Action item
Please copy each line of the listing that includes the string "canvas".

= = = = =

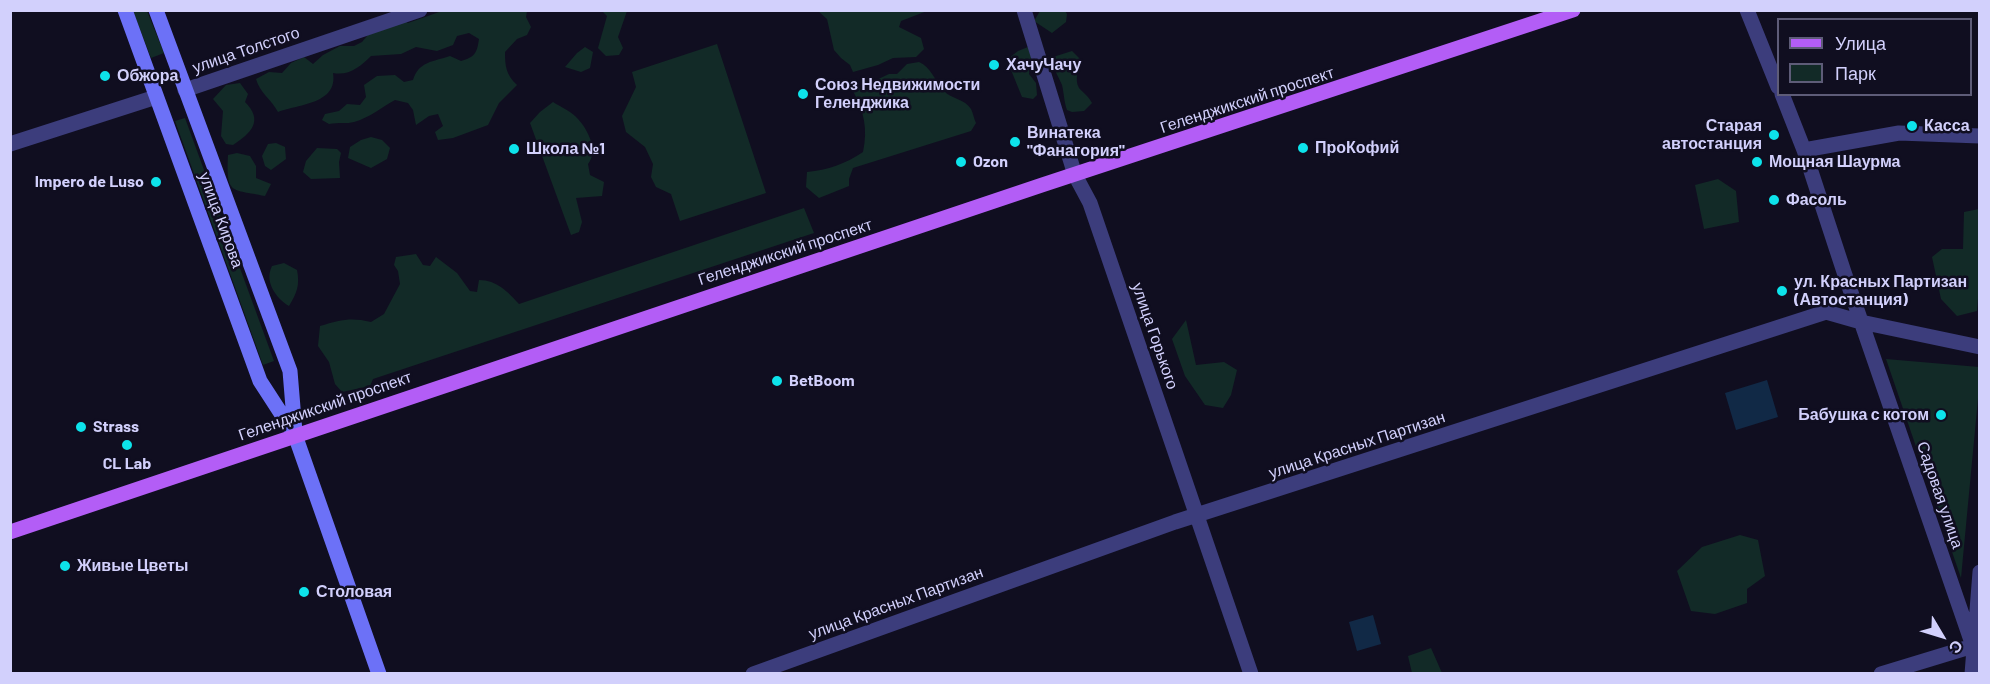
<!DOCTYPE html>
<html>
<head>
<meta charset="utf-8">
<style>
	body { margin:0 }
	#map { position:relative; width:1990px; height:684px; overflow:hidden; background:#100e20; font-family:Barlow,sans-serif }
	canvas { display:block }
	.frame { position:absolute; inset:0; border:12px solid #d2d0fc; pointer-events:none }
	.legend { position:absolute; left:1777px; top:18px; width:195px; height:78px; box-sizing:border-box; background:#100e20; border:2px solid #5e5c78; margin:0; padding:8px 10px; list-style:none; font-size:18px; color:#d2d0fc }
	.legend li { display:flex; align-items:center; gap:12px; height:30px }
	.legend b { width:30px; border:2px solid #5e5c78 }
	.north { position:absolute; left:1912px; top:606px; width:60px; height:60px; -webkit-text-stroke:4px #100e20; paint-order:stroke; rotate:128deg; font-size:16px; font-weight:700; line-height:24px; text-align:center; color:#d2d0fc }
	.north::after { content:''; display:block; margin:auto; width:21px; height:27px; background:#d2d0fc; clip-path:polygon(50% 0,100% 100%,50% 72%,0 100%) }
</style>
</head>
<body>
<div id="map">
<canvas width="1990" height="684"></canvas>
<div class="frame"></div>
<ul class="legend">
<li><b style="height:8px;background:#b35df6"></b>Улица</li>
<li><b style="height:16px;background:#122a27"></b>Парк</li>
</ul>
<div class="north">С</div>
</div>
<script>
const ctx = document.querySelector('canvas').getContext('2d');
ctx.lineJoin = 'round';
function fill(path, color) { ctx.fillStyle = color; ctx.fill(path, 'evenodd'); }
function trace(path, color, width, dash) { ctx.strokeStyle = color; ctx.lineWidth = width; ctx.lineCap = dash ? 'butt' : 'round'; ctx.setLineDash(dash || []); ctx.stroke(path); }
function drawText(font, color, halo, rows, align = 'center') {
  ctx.font = font + ' Barlow,sans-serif'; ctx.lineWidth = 5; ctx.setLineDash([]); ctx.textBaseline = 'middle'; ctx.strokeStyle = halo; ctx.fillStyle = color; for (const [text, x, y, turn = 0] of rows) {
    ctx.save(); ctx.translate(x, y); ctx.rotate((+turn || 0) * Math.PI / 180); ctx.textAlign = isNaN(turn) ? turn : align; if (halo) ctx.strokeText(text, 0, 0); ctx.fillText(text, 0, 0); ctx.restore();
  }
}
fill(new Path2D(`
	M 133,11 L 147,11 L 164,53 L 151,58 Z
	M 442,11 L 527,11 L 526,17 L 531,27 L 527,35 L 517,39 L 505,52 C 505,66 506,75 517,85 L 499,103 L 488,125 L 453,138 L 438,140 L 435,132 L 443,126 L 438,114 L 429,116 L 416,125 L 413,110 L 408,103 L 395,100 C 382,107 369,118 354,122 C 347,124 338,122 329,124 L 322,120 L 325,114 L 339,111 L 347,104 L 360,105 L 366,97 L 364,85 L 377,76 L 395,75 L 404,82 L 413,80 C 419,61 433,62 450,56 L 461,61 C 475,57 477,53 479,39 L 469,33 L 457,36 L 453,45 L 437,51 L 416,47 L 401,54 L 371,56 C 360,67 349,76 333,73 C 338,104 299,104 278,112 C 271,99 260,93 256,79 L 269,72 L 282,73 L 291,63 L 304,57 L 313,64 L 323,55 L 340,46 L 354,46 L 362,42 L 382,18 L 396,15 L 408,23 Z
	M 602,11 L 627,11 L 618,37 L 623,48 L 619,55 L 606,56 L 598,48 L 607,16 Z
	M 818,11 L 927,11 L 901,21 L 899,27 L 921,38 L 924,49 L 916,57 L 893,58 L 878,65 L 853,72 L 850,65 L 841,58 L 834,50 L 827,19 Z
	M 1040,11 L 1065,11 L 1067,14 L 1066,22 L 1052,33 L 1034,21 Z
	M 717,44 L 766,193 L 680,221 L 671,194 L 656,187 L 651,177 L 653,164 L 645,147 L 626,132 L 622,116 L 636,87 L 632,72 Z
	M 585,47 L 593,52 L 590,68 L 581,72 L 565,67 L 577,53 Z
	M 1028,47 L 1033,54 L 1029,74 L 1036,83 L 1037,95 L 1033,99 L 1022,97 L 1011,70 L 1009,58 L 1018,51 Z
	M 1072,51 L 1080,59 C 1079,68 1074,80 1079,88 C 1084,94 1087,94 1092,103 L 1084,111 L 1072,112 L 1067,110 C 1064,102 1064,93 1062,85 C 1058,75 1052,68 1053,57 Z
	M 919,62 C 931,67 935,81 944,91 C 951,99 965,99 971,109 C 973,113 974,119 976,123 L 971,131 L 853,168 L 849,179 L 849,186 L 819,198 L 806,187 L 807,172 C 828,170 845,164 863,152 C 868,129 864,111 853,91 L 889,74 L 897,74 L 907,64 Z
	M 240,83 L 248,94 L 245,102 C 264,121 251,133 233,145 L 226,144 L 221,136 L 223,111 L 213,99 L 226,85 Z
	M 553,102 C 561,107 572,112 578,119 C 588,130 599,151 588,164 L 590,175 L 604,182 L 602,196 L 576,198 L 582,222 L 579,232 L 571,235 L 530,123 L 540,112 Z
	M 185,118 L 274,361 L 263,365 L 175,121 Z
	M 371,137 L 382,140 L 390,148 L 387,159 L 371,168 L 348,158 L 350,147 L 361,140 Z
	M 276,143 L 285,147 L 286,159 L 271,170 L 265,166 L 262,156 L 268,144 Z
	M 317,148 L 337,149 L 341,153 L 339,162 L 340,178 L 311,179 L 303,172 L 306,161 Z
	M 237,153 L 250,156 L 256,166 L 256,178 L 271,184 L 265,196 C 231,189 226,195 228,155 Z
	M 1718,179 L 1736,191 L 1739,222 L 1704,229 L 1695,185 Z
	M 804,208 L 814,233 L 373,379 L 370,386 L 342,392 L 335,384 L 329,362 L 318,346 L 320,326 C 340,320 351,317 371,322 L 384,314 L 400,284 L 398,271 L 394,265 L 396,257 L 416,254 L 423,265 L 430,266 L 436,257 L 457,273 L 470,291 L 477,292 L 479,280 C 497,280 508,292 519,304 Z
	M 1979,209 L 1980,273 L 1977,311 L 1957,316 L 1941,299 L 1932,257 L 1942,249 L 1963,249 L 1964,212 Z
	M 284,263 L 297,270 C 300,285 297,293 289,306 C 276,298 264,282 272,266 Z
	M 1186,320 L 1196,365 L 1224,362 L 1237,370 L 1231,395 L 1223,408 L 1205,405 L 1185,376 L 1172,339 Z
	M 1886,359 L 1979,367 L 1979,388 L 1961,578 Z
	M 1740,535 L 1758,540 L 1765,576 L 1747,589 L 1747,603 L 1715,614 L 1691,611 L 1677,571 L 1702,547 Z
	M 1431,648 L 1442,673 L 1412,673 L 1408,656 Z`), '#122a27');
fill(new Path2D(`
	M 1767,380 L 1778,417 L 1736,430 L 1725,393 Z
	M 1373,615 L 1381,644 L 1357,651 L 1349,622 Z`), '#112946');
trace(new Path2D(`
	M 1024,10 L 1075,175 L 1090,203 L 1251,674
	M 1747,10 L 1778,87
	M 185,90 L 420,10
	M 1782,94 L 1804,150 L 1844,272 L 1973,646
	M 10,144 L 156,97
	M 1804,150 L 1899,133 L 1980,136
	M 753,674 L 1175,522 L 1826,312 L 1861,322 L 1980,347
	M 1881,674 L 1973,646
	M 1972,674 L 1980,572`), '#3c3d7c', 15);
trace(new Path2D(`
	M 125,10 L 260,381 L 295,435 L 379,674
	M 156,10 L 290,371 L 295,432`), '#6c71f7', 15);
trace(new Path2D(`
	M 10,532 L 1042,185 L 1573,10`), '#b35df6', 15);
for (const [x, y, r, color] of [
	[994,65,6,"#0de3eb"],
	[105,76,6,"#0de3eb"],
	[803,94,6,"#0de3eb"],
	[1912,126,6,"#0de3eb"],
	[1774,135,6,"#0de3eb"],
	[1015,142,6,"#0de3eb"],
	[1303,148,6,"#0de3eb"],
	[514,149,6,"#0de3eb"],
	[961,162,6,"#0de3eb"],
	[1757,162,6,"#0de3eb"],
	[156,182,6,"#0de3eb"],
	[1774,200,6,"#0de3eb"],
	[1782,291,6,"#0de3eb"],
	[777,381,6,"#0de3eb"],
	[1941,415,6,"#0de3eb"],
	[81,427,6,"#0de3eb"],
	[127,445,6,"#0de3eb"],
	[65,566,6,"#0de3eb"],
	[304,592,6,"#0de3eb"]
]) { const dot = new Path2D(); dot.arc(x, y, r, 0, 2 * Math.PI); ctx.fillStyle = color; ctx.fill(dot); trace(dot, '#100e20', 2); }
drawText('16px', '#d2d0fc', '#100e20', [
	["улица Толстого",246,50,-19],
	["Геленджикский проспект",1247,100,-18],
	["улица Кирова",221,220,70],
	["Геленджикский проспект",785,252,-18],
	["улица Горького",1155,336,71],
	["Геленджикский проспект",325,406,-19],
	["улица Красных Партизан",1357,445,-18],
	["Садовая улица",1940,495,71],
	["улица Красных Партизан",896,603,-20]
]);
drawText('bold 16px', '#d2d0fc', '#100e20', [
	["ХачуЧачу",1006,65],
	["Обжора",117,76],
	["Союз Недвижимости",815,85],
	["Геленджика",815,103],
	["Старая",1762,126,"right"],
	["автостанция",1762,144,"right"],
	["Касса",1924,126],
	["Винатека",1027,133],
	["\"Фанагория\"",1027,151],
	["ПроКофий",1315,148],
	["Школа №1",526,149],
	["Ozon",973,162],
	["Мощная Шаурма",1769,162],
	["Impero de Luso",144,182,"right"],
	["Фасоль",1786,200],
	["ул. Красных Партизан",1794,282],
	["(Автостанция)",1794,300],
	["BetBoom",789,381],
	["Бабушка с котом",1929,415,"right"],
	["Strass",93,427],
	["CL Lab",127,464,"center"],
	["Живые Цветы",77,566],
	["Столовая",316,592]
], 'left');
</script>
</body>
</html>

= = = = =

Written response
	canvas { display:block }
<canvas width="1990" height="684"></canvas>
const ctx = document.querySelector('canvas').getContext('2d');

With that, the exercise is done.